⟨

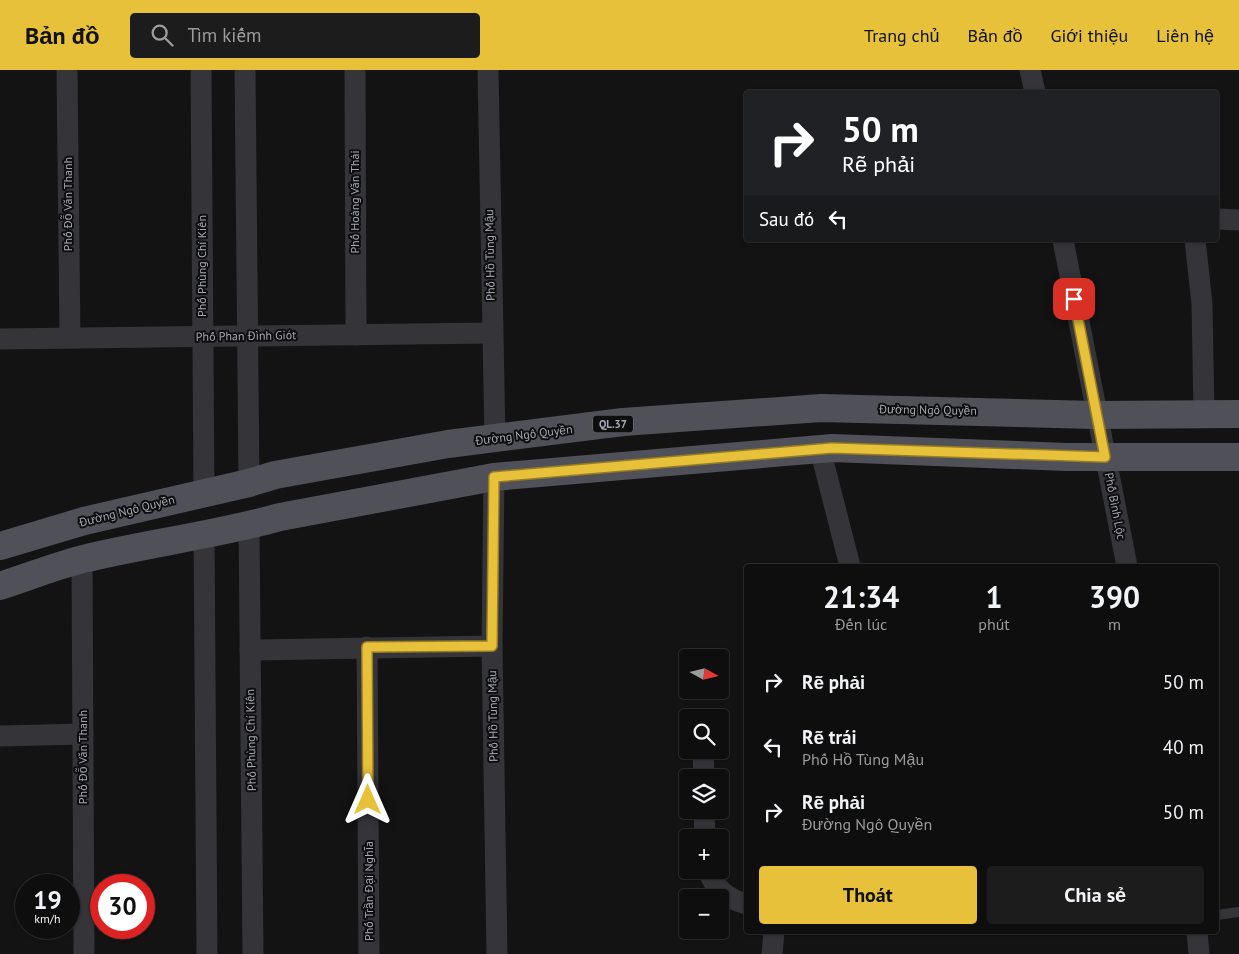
<!DOCTYPE html>
<html lang="vi">
<meta charset="utf-8">
<style>
:root{--surface:#0e0e0f;--page:#1c1c1d;--text:#f1f3f6;--muted:#9b9c9e;--line:#2e2e2f;--accent:#e6c139}
body{margin:0;font-family:"PT Sans",sans-serif;background:var(--page);color:var(--text);height:100vh;display:flex;flex-direction:column;font-size:19px;white-space:nowrap}
*{box-sizing:border-box;margin:0}
p{font-size:16px;color:var(--muted)}
.icon{flex:none;width:28px;height:28px;fill:none;stroke:currentColor;stroke-width:2;stroke-linecap:round;stroke-linejoin:round}
.map{position:relative;flex:1;overflow:hidden}
.panel{position:absolute;left:744px;top:494px;width:475px;height:370px;display:flex;flex-direction:column;background:var(--surface);border-radius:5px;box-shadow:0 1px 4px #0004,0 0 0 1px var(--line)}
.panel>*{flex:none}
.guide{position:absolute;left:744px;top:20px;width:475px;height:152px;border-radius:5px;box-shadow:0 1px 4px #0004,0 0 0 1px var(--line);background:#202124;color:#fff;overflow:hidden}
.needle{width:32px;rotate:98deg}
.fabs{position:absolute;left:679px;top:579px;display:grid;gap:10px}
.fabs a{display:grid;place-items:center;width:50px;height:50px;border-radius:5px;background:var(--surface);box-shadow:0 1px 4px #0004,0 0 0 1px var(--line);font-size:25px}
.speed{position:absolute;left:15px;top:804px;display:flex;gap:10px;font-size:25px;font-weight:700;text-align:center}
.speed>*{display:grid;place-content:center;width:65px;height:65px;border-radius:50%;background:var(--surface);box-shadow:0 1px 4px #0004,0 0 0 1px var(--line);line-height:1}
.speed small{font-size:12px;font-weight:400}
.speed .limit{border:8px solid #d22;background:#fff;color:#111}
.pin{position:absolute;display:grid;place-items:center;width:42px;height:42px;color:#fff;margin:-21px;border-radius:10px;box-shadow:0 2px 8px #0006}
.me{position:absolute;width:55px;margin:-28px;rotate:0deg;stroke-linejoin:round;filter:drop-shadow(0 0 4px #0008)}
.turn{display:flex;align-items:center;gap:18px;height:105px;padding:0 15px;font-size:22px}
.turn .icon{width:65px;height:65px;stroke-width:2.5}
.turn b{display:block;font-size:35px;line-height:42px}
.then{display:flex;align-items:center;height:48px;padding:0 15px;background:#0003;gap:10px;font-size:19px}
.eta{display:flex;justify-content:space-evenly;align-items:center;height:85px;text-align:center}
.eta b{font-size:30px;font-weight:800;line-height:35px}
.cta{display:flex;gap:10px;margin-top:auto;padding:10px 15px}
.cta a{flex:1;height:58px;border-radius:5px;background:var(--accent);color:#111;font-size:20px;font-weight:800;line-height:58px;text-align:center}
.cta a+a{background:var(--page);color:var(--text)}
ul{padding:0;list-style:none}
li{display:flex;align-items:center;gap:15px;height:65px;padding:0 15px}
li div{flex:1}
li b{display:block;font-size:19px}
li em{font-style:normal}
header{display:flex;align-items:center;gap:30px;box-sizing:border-box;height:70px;padding:0 25px;background:var(--accent);color:#111}
header strong{font-size:24px}
nav{display:flex;gap:28px;margin-inline-start:auto;font-size:18px}
.search{width:350px;height:45px;background:var(--page);display:flex;align-items:center;gap:12px;box-sizing:border-box;padding:0 18px;border-radius:5px;color:var(--muted);font-size:19px}
.map>svg:first-child{display:block}
.lines{fill:none;stroke-linecap:round;stroke-linejoin:round}
.service{stroke:#343439;stroke-width:10}
.minor{stroke:#343439;stroke-width:21}
.primary{stroke:#505158;stroke-width:28}
.route-casing{stroke:#967d25;stroke-width:12}
.route{stroke:#e6c139;stroke-width:9}
.labels{text-anchor:middle;stroke-width:4;stroke-linejoin:round;paint-order:stroke}
.shield{fill:#0e0e0f;stroke:#787a82;stroke-width:1}
.shield-label{font-size:11px;font-weight:bold;fill:#a5a8b4}
.street-label{font-size:12px;fill:#a5a8b4;stroke:#0e0e0f}
</style>
<header>
<strong>Bản đồ</strong>
<div class="search"><svg class="icon" aria-label="search" viewBox="0 0 24 24"><circle cx="10" cy="10" r="6"/><path d="M15 15l6 6"/></svg>Tìm kiếm</div>
<nav><a>Trang chủ</a><a>Bản đồ</a><a>Giới thiệu</a><a>Liên hệ</a></nav>
</header>
<div class="map">
<svg width="1239" height="884" viewBox="0 0 1239 884">
<rect width="100%" height="100%" fill="#131314"/>
<g class="lines">
<!-- service -->
<polyline class="service" points="1216,845 1239,842"/>
<!-- minor -->
<g class="minor">
<polyline points="67,0 70,268"/>
<polyline points="201,0 204,423"/>
<polyline points="245,0 249,413"/>
<polyline points="355,0 356,265"/>
<polyline points="488,0 495,369"/>
<polyline points="1030,0 1035,22"/>
<polyline points="1216,149 1239,150"/>
<polyline points="1063,170 1127,496"/>
<polyline points="1195,170 1202,234 1204,344"/>
<polyline points="0,269 491,263"/>
<polyline points="820,379 850,496"/>
<polyline points="494,407 492,576 497,884"/>
<polyline points="249,456 253,884"/>
<polyline points="204,463 207,884"/>
<polyline points="82,490 84,884"/>
<polyline points="367,577 369,884"/>
<polyline points="250,580 492,576"/>
<polyline points="0,666 83,664"/>
<polyline points="703,680 704,708"/>
<polyline points="704,740 705,768"/>
<path d="M708,800C714,818 728,829 746,834"/>
<polyline points="1197,861 1199,884"/>
<polyline points="772,884 774,861"/>
</g>
<!-- primary -->
<g class="primary">
<polyline points="0,476 84,451 249,413 275,405 448,374 623,352 821,338 1095,345 1239,344"/>
<path d="M0,516C28,507 55,496 83,489C149,473 216,465 280,447L494,407L832,378L1067,387H1239"/>
</g>
</g>
<g class="lines">
<defs>
<polyline id="route" points="368,730 367,577 492,576 494,407 832,378 1105,387 1074,229"/>
</defs>
<!-- route casing -->
<use href="#route" class="route-casing"/>
<!-- route -->
<use href="#route" class="route"/>
</g>
<g class="labels">
<!-- shield labels -->
<rect class="shield" x="593" y="345.5" width="40" height="17" rx="4"/>
<g class="shield-label">
<text x="613" y="358">QL.37</text>
</g>
<!-- street labels -->
<g class="street-label">
<text transform="translate(355 132) rotate(-90)" y="4">Phố Hoàng Văn Thái</text>
<text transform="translate(68 134) rotate(-90)" y="4">Phố Đỗ Văn Thanh</text>
<text transform="translate(490 185) rotate(-91)" y="4">Phố Hồ Tùng Mậu</text>
<text transform="translate(202 196) rotate(-90)" y="4">Phố Phùng Chí Kiên</text>
<text transform="translate(246 266) rotate(-1)" y="4">Phố Phan Đình Giót</text>
<text transform="translate(928 340) rotate(1)" y="4">Đường Ngô Quyền</text>
<text transform="translate(524 365) rotate(-7)" y="4">Đường Ngô Quyền</text>
<text transform="translate(1115 436) rotate(79)" y="4">Phố Bình Lộc</text>
<text transform="translate(127 441) rotate(-14)" y="4">Đường Ngô Quyền</text>
<text transform="translate(493 646) rotate(-91)" y="4">Phố Hồ Tùng Mậu</text>
<text transform="translate(251 670) rotate(-91)" y="4">Phố Phùng Chí Kiên</text>
<text transform="translate(83 687) rotate(-90)" y="4">Phố Đỗ Văn Thanh</text>
<text transform="translate(369 821) rotate(-90)" y="4">Phố Trần Đại Nghĩa</text>
</g>
</g>
</svg>
<div class="fabs">
<a><svg class="needle" viewBox="-14 -14 28 28"><path d="M0-13l5 13h-10z" fill="#e53935"/><path d="M0 13l5-13h-10z" fill="#9b9c9e"/></svg></a>
<a><svg class="icon" aria-label="search" viewBox="0 0 24 24"><circle cx="10" cy="10" r="6"/><path d="M15 15l6 6"/></svg></a>
<a><svg class="icon" aria-label="layers" viewBox="0 0 24 24"><path d="M12 4l9 5-9 5-9-5zM3 14l9 5 9-5"/></svg></a>
<a>+</a>
<a>−</a>
</div>
<div class="speed"><div>19<small>km/h</small></div><div class="limit">30</div></div>
<div class="pin" style="left:1074px;top:229px;background:#d93025"><svg class="icon" aria-label="arrive" viewBox="0 0 24 24"><path d="M6 21V4h12l-3 4 3 4H6"/></svg></div>
<svg class="me" style="left:368px;top:730px" viewBox="-20 -20 40 40"><path d="M0-17L14 15 0 8-14 15z" fill="#e6c139" stroke="#fff" stroke-width="4"/></svg>
<div class="guide">
<div class="turn"><svg class="icon" aria-label="right" viewBox="0 0 24 24"><path d="M7 20v-9h11M14 6l5 5-5 5"/></svg><div><b>50 m</b>Rẽ phải</div></div>
<div class="then">Sau đó<svg class="icon" aria-label="left" viewBox="0 0 24 24"><path d="M17 20v-9H6M10 6l-5 5 5 5"/></svg></div>
</div>
<section class="panel">
<div class="eta">
<div><b>21:34</b><p>Đến lúc</p></div>
<div><b>1</b><p>phút</p></div>
<div><b>390</b><p>m</p></div>
</div>
<ul>
<li><svg class="icon" aria-label="right" viewBox="0 0 24 24"><path d="M7 20v-9h11M14 6l5 5-5 5"/></svg><div><b>Rẽ phải</b></div><em>50 m</em></li>
<li><svg class="icon" aria-label="left" viewBox="0 0 24 24"><path d="M17 20v-9H6M10 6l-5 5 5 5"/></svg><div><b>Rẽ trái</b><p>Phố Hồ Tùng Mậu</p></div><em>40 m</em></li>
<li><svg class="icon" aria-label="right" viewBox="0 0 24 24"><path d="M7 20v-9h11M14 6l5 5-5 5"/></svg><div><b>Rẽ phải</b><p>Đường Ngô Quyền</p></div><em>50 m</em></li>
</ul>
<div class="cta"><a>Thoát</a><a>Chia sẻ</a></div>
</section>
</div>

⟩

◆ Your goal
How many of the lines in these entries hold "circle"? Report only the count.

◆ Your solution
2